** Opening Data extracts block **

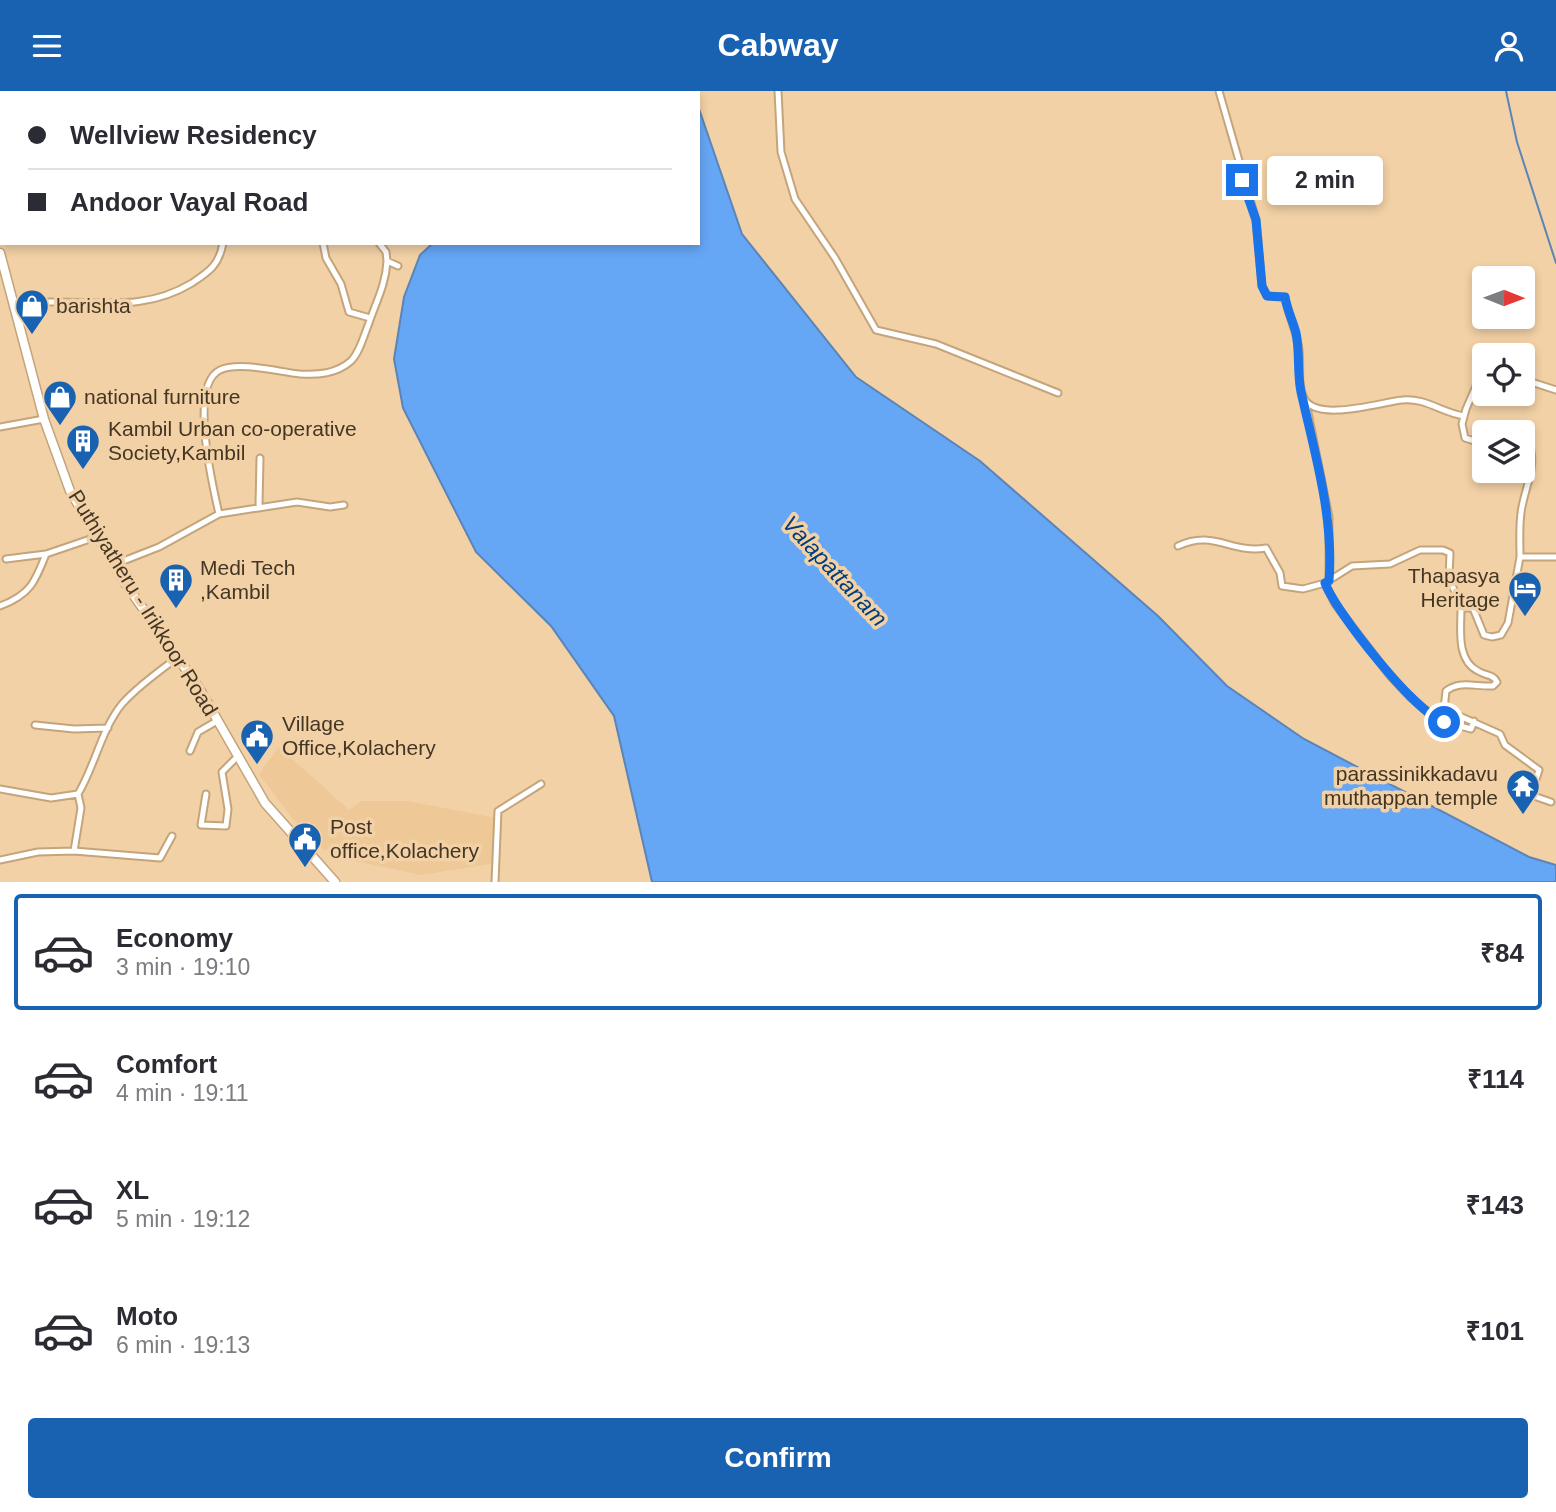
<!DOCTYPE html>
<html lang="en">
<head>
<meta charset="utf-8">
<style>
	body { margin:0; font-family:Arial,sans-serif; background:#f2f2f3; color:#2b2b33; height:100vh; display:flex; flex-direction:column; font-size:26px; white-space:nowrap }
	* { box-sizing:border-box; margin:0 }
	p { font-size:23px; color:#7c7c81 }
	.icon { flex:none; width:38px; height:38px; fill:none; stroke:currentColor; stroke-width:2; stroke-linecap:round; stroke-linejoin:round }
	.map { position:relative; height:791px; overflow:hidden }
	.drawer { display:flex; flex-direction:column; background:#fff; flex:1 }
	.drawer>* { flex:none }
	.banner { position:absolute; left:0px; top:0px; width:700px; height:154px; box-shadow:0 4px 10px #0003; display:grid; align-content:center; height:154px; padding:0 28px; background:#fff }
	.needle { width:46px; rotate:91deg }
	.buttons { position:absolute; left:1472px; top:175px; display:grid; gap:14px }
	.buttons a { display:grid; place-items:center; width:63px; height:63px; border-radius:7px; background:#fff; box-shadow:0 4px 10px #0003; font-size:35px }
	.end { position:absolute; width:32px; height:32px; margin:-16px; border:9px solid #1a73e8; background:#fff; box-shadow:0 0 0 4px #fff }
	.from { border-radius:50% }
	.bubble { position:absolute; height:49px; border-radius:7px; background:#fff; box-shadow:0 4px 10px #0003; font-size:23px; font-weight:600; line-height:49px; text-align:center }
	.banner b { display:flex; align-items:center; gap:24px; height:66px; font-size:26px }
	.banner b+b { border-top:2px solid #e1e1e2 }
	.banner i { width:18px; height:18px; background:#2b2b33 }
	ul { padding:12px 0 0; list-style:none }
	li { display:flex; align-items:center; gap:21px; height:116px; margin:0 14px 10px; padding:0 14px; border:4px solid transparent; border-radius:7px }
	li div { flex:1 }
	li b { display:block; font-size:26px }
	li em { font-style:normal; font-weight:600 }
	li.selected { border-color:#1862b1 }
	li>.icon { width:63px; height:63px; stroke-width:1.5 }
	.action { display:flex; gap:14px; margin-top:auto; padding:14px 28px }
	.action a { flex:1; height:80px; border-radius:7px; background:#1862b1; color:#fff; font-size:28px; font-weight:600; line-height:80px; text-align:center }
	header { display:flex; justify-content:space-between; align-items:center; height:91px; padding:0 28px; background:#1862b1; color:#fff; font-size:32px; font-weight:600 }
	.map>svg:first-child { display:block }
	.built { fill:#eec997 }
	.water { fill:#65a6f5; stroke:#5b84b7; stroke-width:2 }
	.lines { fill:none; stroke-linecap:round; stroke-linejoin:round }
	.stream { stroke:#5b84b7; stroke-width:2 }
	.street-casing { stroke:#c4a47a; stroke-width:9 }
	.secondary-casing { stroke:#c4a47a; stroke-width:11 }
	.street { stroke:#fff; stroke-width:5 }
	.secondary { stroke:#fff; stroke-width:8 }
	.route { stroke:#1a73e8; stroke-width:9 }
	.labels { text-anchor:middle; stroke-width:7; stroke-linejoin:round; paint-order:stroke }
	.poi-label { font-size:21px; fill:#443625; stroke:#f2d1a6; text-anchor:start }
	.street-label { font-size:21px; fill:#443625; stroke:#f2d1a6 }
	.water-label { font-size:23px; font-style:italic; fill:#003e7b; stroke:#f2d1a6 }
</style>
</head>
<body>
<header><svg class="icon" aria-label="menu" viewBox="0 0 24 24"><path d="M4 6h16M4 12h16M4 18h16"/></svg>Cabway<svg class="icon" aria-label="person" viewBox="0 0 24 24"><circle cx="12" cy="8" r="4"/><path d="M4 21q1-7 8-7t8 7"/></svg></header>
<div class="map">
<svg width="1556" height="791" viewBox="0 0 1556 791">
	<rect width="100%" height="100%" fill="#f2d1a6"/>
	<path class="built" d="M279,656L349,719L361,710H407L497,727L496,772L421,784L346,768L338,759H324L292,727L259,683Z"/>
	<path class="water" d="M403,0H693L694,2H404Z
		M698,15L742,143L856,286L980,370L1158,525L1227,595L1304,648L1529,766L1556,774V791H652L614,625L551,535L476,461L403,317L394,268L404,206L420,164L433,152H698Z"/>
	<g class="lines">
		<path class="stream" d="M1506,0L1517,51L1556,172"/>
		<g class="street-casing">
			<path id="street" d="M778,0L781,61L795,108L835,167L876,239L936,253L1058,302
				M1219,0L1256,129L1262,195L1267,205L1285,206C1288,224 1297,241 1299,259C1301,274 1297,293 1304,307C1316,332 1382,311 1402,309C1424,306 1443,322 1464,325
				M323,152L326,167L341,193L349,221L370,227
				M379,152L386,161L387,170L398,175
				M14,215C77,202 133,228 192,192C210,180 219,174 223,152
				M1484,277L1466,318L1462,333L1465,347L1484,353
				M1522,288L1556,299
				M1306,312L1329,426V490
				M0,336L44,328
				M259,414L260,367
				M219,423C213,396 188,294 220,279C239,270 279,281 300,283C318,284 336,283 351,270C360,261 364,244 369,232C376,211 386,193 387,170
				M1178,455C1214,438 1231,463 1266,457L1280,482L1282,495L1303,498L1325,492L1335,513L1391,586L1410,606L1438,629L1471,638L1474,630
				M1520,466C1520,451 1519,436 1521,422C1523,401 1539,372 1528,352H1522
				M6,468L46,463
				M113,474L159,456L219,423L297,411L330,416L344,414
				M1325,492L1352,475L1390,473L1420,459H1443L1450,462L1449,486L1461,517
				M0,515C30,504 35,491 46,463L96,446
				M35,634L74,638L108,637
				M190,660L198,641L217,630
				M0,698L51,707L78,703
				M206,703L201,734L226,735L228,718L222,681L237,666
				M1551,711L1531,704L1539,679L1505,654L1500,643L1444,618L1446,600C1460,589 1476,596 1493,595L1497,591C1493,583 1486,585 1478,580C1456,569 1461,538 1461,517H1473L1484,544L1492,546L1501,544L1508,532L1520,466H1556
				M74,760L160,767L172,745
				M0,769L38,761L74,760L81,717L78,703C95,675 101,639 122,613C137,596 159,580 177,567
				M495,791L498,720L541,693"/>
		</g>
		<g class="secondary-casing">
			<path id="secondary" d="M0,162L44,328L70,400L125,492L199,597L265,712L335,791"/>
		</g>
		<use href="#street" class="street"/>
		<use href="#secondary" class="secondary"/>
	</g>
	<g class="lines">
		<path class="route" d="M1242,89L1256,129L1262,195L1267,205L1285,206C1287,219 1293,230 1296,242C1300,261 1297,282 1301,301C1315,363 1334,426 1329,490L1325,492C1335,520 1416,623 1444,631"/>
	</g>
	<defs>
		<g id="shop-pin" transform="scale(1.75)"><path d="M0 17L-7.5 6A9.5 9.5 0 1 1 7.5 6Z" fill="#1862b1" stroke="#f2d1a6"/><path d="M-5-2.5h2.3a2.7 3.5 0 0 1 5.4 0H5L5.5 6h-11ZM-1.5-2.5h3a1.5 2.3 0 0 0-3 0Z" fill="#fff"/></g>
		<g id="building-pin" transform="scale(1.75)"><path d="M0 17L-7.5 6A9.5 9.5 0 1 1 7.5 6Z" fill="#1862b1" stroke="#f2d1a6"/><path d="M-4-6H4V6H1V3H-1V6H-4ZM-2.5-4.3h1.7v1.8h-1.7ZM.8-4.3h1.7v1.8H.8ZM-2.5-1h1.7V.8h-1.7ZM.8-1h1.7V.8H.8Z" fill="#fff"/></g>
		<g id="hotel-pin" transform="scale(1.75)"><path d="M0 17L-7.5 6A9.5 9.5 0 1 1 7.5 6Z" fill="#1862b1" stroke="#f2d1a6"/><path d="M-6-4.5h1.5V1H6V5H4.5V3h-9V5H-6ZM-4 0a1.8 1.8 0 1 1 3.6 0ZM.5 0V-2.5h3Q6-2.5 6 0Z" fill="#fff"/></g>
		<g id="civic-pin" transform="scale(1.75)"><path d="M0 17L-7.5 6A9.5 9.5 0 1 1 7.5 6Z" fill="#1862b1" stroke="#f2d1a6"/><path d="M-.6-6.5H3V-4.5H.6V-3L4-1V1h2V6H-6V1h2V-1L-.6-3ZM-1.2 2.5V6h2.4V2.5Z" fill="#fff"/></g>
		<g id="temple-pin" transform="scale(1.75)"><path d="M0 17L-7.5 6A9.5 9.5 0 1 1 7.5 6Z" fill="#1862b1" stroke="#f2d1a6"/><path d="M0-6L5-2H3V0L6.5 2.5H4V6H1.5V3h-3V6H-4V2.5H-6.5L-3 0V-2H-5Z" fill="#fff"/></g>
	</defs>
	<g fill-rule="evenodd">
		<use href="#shop-pin" x="32" y="215"/>
		<use href="#shop-pin" x="60" y="306"/>
		<use href="#building-pin" x="83" y="350"/>
		<use href="#building-pin" x="176" y="489"/>
		<use href="#hotel-pin" x="1525" y="497"/>
		<use href="#civic-pin" x="257" y="645"/>
		<use href="#temple-pin" x="1523" y="695"/>
		<use href="#civic-pin" x="305" y="748"/>
	</g>
	<g class="labels">
		<g class="poi-label">
			<text x="56" y="222">barishta</text>
			<text x="84" y="313">national furniture</text>
			<text x="108" y="345">Kambil Urban co-operative<tspan x="108" dy="24">Society,Kambil</tspan></text>
			<text x="200" y="484">Medi Tech<tspan x="200" dy="24">,Kambil</tspan></text>
			<text x="1500" y="492" text-anchor="end">Thapasya<tspan x="1500" dy="24">Heritage</tspan></text>
			<text x="282" y="640">Village<tspan x="282" dy="24">Office,Kolachery</tspan></text>
			<text x="1498" y="690" text-anchor="end">parassinikkadavu<tspan x="1498" dy="24">muthappan temple</tspan></text>
			<text x="330" y="743">Post<tspan x="330" dy="24">office,Kolachery</tspan></text>
		</g>
		<g class="street-label">
			<text transform="translate(143 512) rotate(58)" y="7">Puthiyatheru - Irikkoor Road</text>
		</g>
		<g class="water-label">
			<text transform="translate(835 480) rotate(47)" y="8">Valapattanam</text>
		</g>
	</g>
</svg>
<div class="buttons">
<a><svg class="needle" viewBox="-14 -14 28 28"><path d="M0-13l5 13h-10z" fill="#e53935"/><path d="M0 13l5-13h-10z" fill="#7c7c81"/></svg></a>
<a><svg class="icon" aria-label="locate" viewBox="0 0 24 24"><circle cx="12" cy="12" r="6"/><path d="M12 2v4M12 18v4M2 12h4M18 12h4"/></svg></a>
<a><svg class="icon" aria-label="layers" viewBox="0 0 24 24"><path d="M12 4l9 5-9 5-9-5zM3 14l9 5 9-5"/></svg></a>
</div>
<i class="end from" style="left:1444px;top:631px"></i>
<i class="end" style="left:1242px;top:89px"></i>
<div class="bubble" style="left:1267px;top:65px;width:116px">2 min</div>
<div class="banner">
<b><i class="from"></i>Wellview Residency</b>
<b><i></i>Andoor Vayal Road</b>
</div>
</div>
<section class="drawer">
<ul>
<li class="selected"><svg class="icon" aria-label="car" viewBox="0 0 24 24"><path d="M5 17H2v-5l4-1 3-4h7l3 4 3 1v5h-3M9 17h6M6 11h13"/><circle cx="7" cy="17" r="2"/><circle cx="17" cy="17" r="2"/></svg><div><b>Economy</b><p>3 min · 19:10</p></div><em>₹84</em></li>
<li><svg class="icon" aria-label="car" viewBox="0 0 24 24"><path d="M5 17H2v-5l4-1 3-4h7l3 4 3 1v5h-3M9 17h6M6 11h13"/><circle cx="7" cy="17" r="2"/><circle cx="17" cy="17" r="2"/></svg><div><b>Comfort</b><p>4 min · 19:11</p></div><em>₹114</em></li>
<li><svg class="icon" aria-label="car" viewBox="0 0 24 24"><path d="M5 17H2v-5l4-1 3-4h7l3 4 3 1v5h-3M9 17h6M6 11h13"/><circle cx="7" cy="17" r="2"/><circle cx="17" cy="17" r="2"/></svg><div><b>XL</b><p>5 min · 19:12</p></div><em>₹143</em></li>
<li><svg class="icon" aria-label="car" viewBox="0 0 24 24"><path d="M5 17H2v-5l4-1 3-4h7l3 4 3 1v5h-3M9 17h6M6 11h13"/><circle cx="7" cy="17" r="2"/><circle cx="17" cy="17" r="2"/></svg><div><b>Moto</b><p>6 min · 19:13</p></div><em>₹101</em></li>
</ul>
<div class="action"><a>Confirm</a></div>
</section>
</body>
</html>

** Closing Data extracts block **

- What you have to do
Extract each line holding the word "column" from the records.

- Answer box
	body { margin:0; font-family:Arial,sans-serif; background:#f2f2f3; color:#2b2b33; height:100vh; display:flex; flex-direction:column; font-size:26px; white-space:nowrap }
	.drawer { display:flex; flex-direction:column; background:#fff; flex:1 }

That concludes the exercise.